Señala un sofá lleno de ropa, cómics y cachivaches. Hay un par de réplicas de naves de lego de La guerra de las galaxias. Y un helicóptero teledirigido. También un dron.
Hago sitio y trato de sentarme sin descolocar demasiado el caos. Darío se mete en la habitación, conecta el móvil al ordenador y se pone a trabajar.
—¿Y qué me voy a encontrar aquí dentro?
—No estoy muy segura.
—¿De verdad no me vas a contar la movida que hay detrás?
—No sabría por dónde empezar.
Hojeo alguno de los cómics. No conozco ni uno. Ni me suenan esos superhéroes. Ha cambiado mucho el mundo del cómic desde que abrí uno por última vez. Aprovecho para llamar a Tere y decirle que he venido de visita sorpresa a Coruña y que me quedo el finde. Ella se alegra de una manera desorbitada, como si hiciera siglos que no nos vemos.
—Dime que no tienes ya comprador para el piso.
—No, tranquila.
—Mejor. ¿Cenamos? Han abierto un sitio alucinante. ¿Traes dinero?
Quince minutos más tarde, Darío se levanta y me pasa el móvil.
—Menuda elementa la chorba esta, ¿eh? Buah, neno...
—¿Perdona?
—La dueña del móvil. No será tuyo, ¿no? Porque menuda liada.
—No...
—¡Mima! Con las fotos del WhatsApp no pierde el tiempo la tía.
—¿Has fisgoneado?
—Ya que no me contabas la historia. Y quería coscarme. La pava está riquérrima. Menuda perita, chaval. Buah...
Con el móvil en mis manos, busco la aplicación del WhatsApp y la abro. Hay varios números, cuatro, aunque ninguno está registrado con nombres. Mierda. Viruca hasta es discreta y cuidadosa con ese teléfono móvil. Aunque supongo que es lógico. Ojalá yo tuviera memoria fotográfica, porque podría recordar si he visto alguno de esos números en algún sitio. Tal vez en las listas de alumnos. Pero no tengo esa capacidad, más bien la contraria, bastante me cuesta recordar mi número de DNI, y el único teléfono que llegué a memorizar fue el antiguo que teníamos en casa de mi madre. Luego ya con las agendas de los móviles, jamás hice el esfuerzo para retener alguno. Ni el de Germán, total, si en la agenda lo tenía.

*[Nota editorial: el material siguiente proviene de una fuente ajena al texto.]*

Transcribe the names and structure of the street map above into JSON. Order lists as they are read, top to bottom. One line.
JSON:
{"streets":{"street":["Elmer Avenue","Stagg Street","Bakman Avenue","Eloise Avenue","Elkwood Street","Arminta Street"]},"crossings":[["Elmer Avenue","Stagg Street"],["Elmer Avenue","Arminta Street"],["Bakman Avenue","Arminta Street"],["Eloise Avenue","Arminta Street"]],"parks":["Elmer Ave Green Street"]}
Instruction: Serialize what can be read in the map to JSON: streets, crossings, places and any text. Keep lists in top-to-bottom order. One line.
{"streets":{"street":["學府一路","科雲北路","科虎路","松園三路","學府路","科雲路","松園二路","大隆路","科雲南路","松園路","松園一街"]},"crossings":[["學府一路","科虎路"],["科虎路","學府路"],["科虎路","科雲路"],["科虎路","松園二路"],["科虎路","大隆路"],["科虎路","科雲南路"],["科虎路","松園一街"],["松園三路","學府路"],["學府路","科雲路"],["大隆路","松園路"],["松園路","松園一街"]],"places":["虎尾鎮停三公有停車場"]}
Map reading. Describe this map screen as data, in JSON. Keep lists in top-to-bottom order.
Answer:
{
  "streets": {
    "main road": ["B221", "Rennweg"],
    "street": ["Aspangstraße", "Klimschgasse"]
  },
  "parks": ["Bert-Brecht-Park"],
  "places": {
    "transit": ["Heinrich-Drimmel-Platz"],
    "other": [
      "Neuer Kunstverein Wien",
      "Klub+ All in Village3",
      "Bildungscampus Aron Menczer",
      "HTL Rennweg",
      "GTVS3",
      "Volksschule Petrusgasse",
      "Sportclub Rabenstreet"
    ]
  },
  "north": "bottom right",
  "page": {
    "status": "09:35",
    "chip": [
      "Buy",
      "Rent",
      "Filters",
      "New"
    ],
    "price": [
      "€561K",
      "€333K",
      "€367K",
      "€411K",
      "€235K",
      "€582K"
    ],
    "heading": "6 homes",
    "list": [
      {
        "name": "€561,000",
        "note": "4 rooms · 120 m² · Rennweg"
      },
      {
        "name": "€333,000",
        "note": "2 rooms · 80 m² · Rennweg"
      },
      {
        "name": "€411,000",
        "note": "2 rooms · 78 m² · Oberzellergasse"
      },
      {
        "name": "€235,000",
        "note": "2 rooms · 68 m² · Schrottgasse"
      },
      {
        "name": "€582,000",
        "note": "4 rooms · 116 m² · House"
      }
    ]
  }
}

Vaya, ya entiendo por qué Darío la ha llamado guarra. Estoy mirando una de las fotos del WhatsApp. Es una foto bastante explícita. De las partes genitales de un chico. Un primer plano que no deja lugar a dudas ni del tamaño ni del grado de excitación. El vello púbico está prácticamente rasurado. Es un cuerpo delgado y joven. Sin duda. Voy a los mensajes.
«Así es kmo me tienes. Te echo de menos. kdamos?».
Y la respuesta de Viruca: «Eres un enfermo».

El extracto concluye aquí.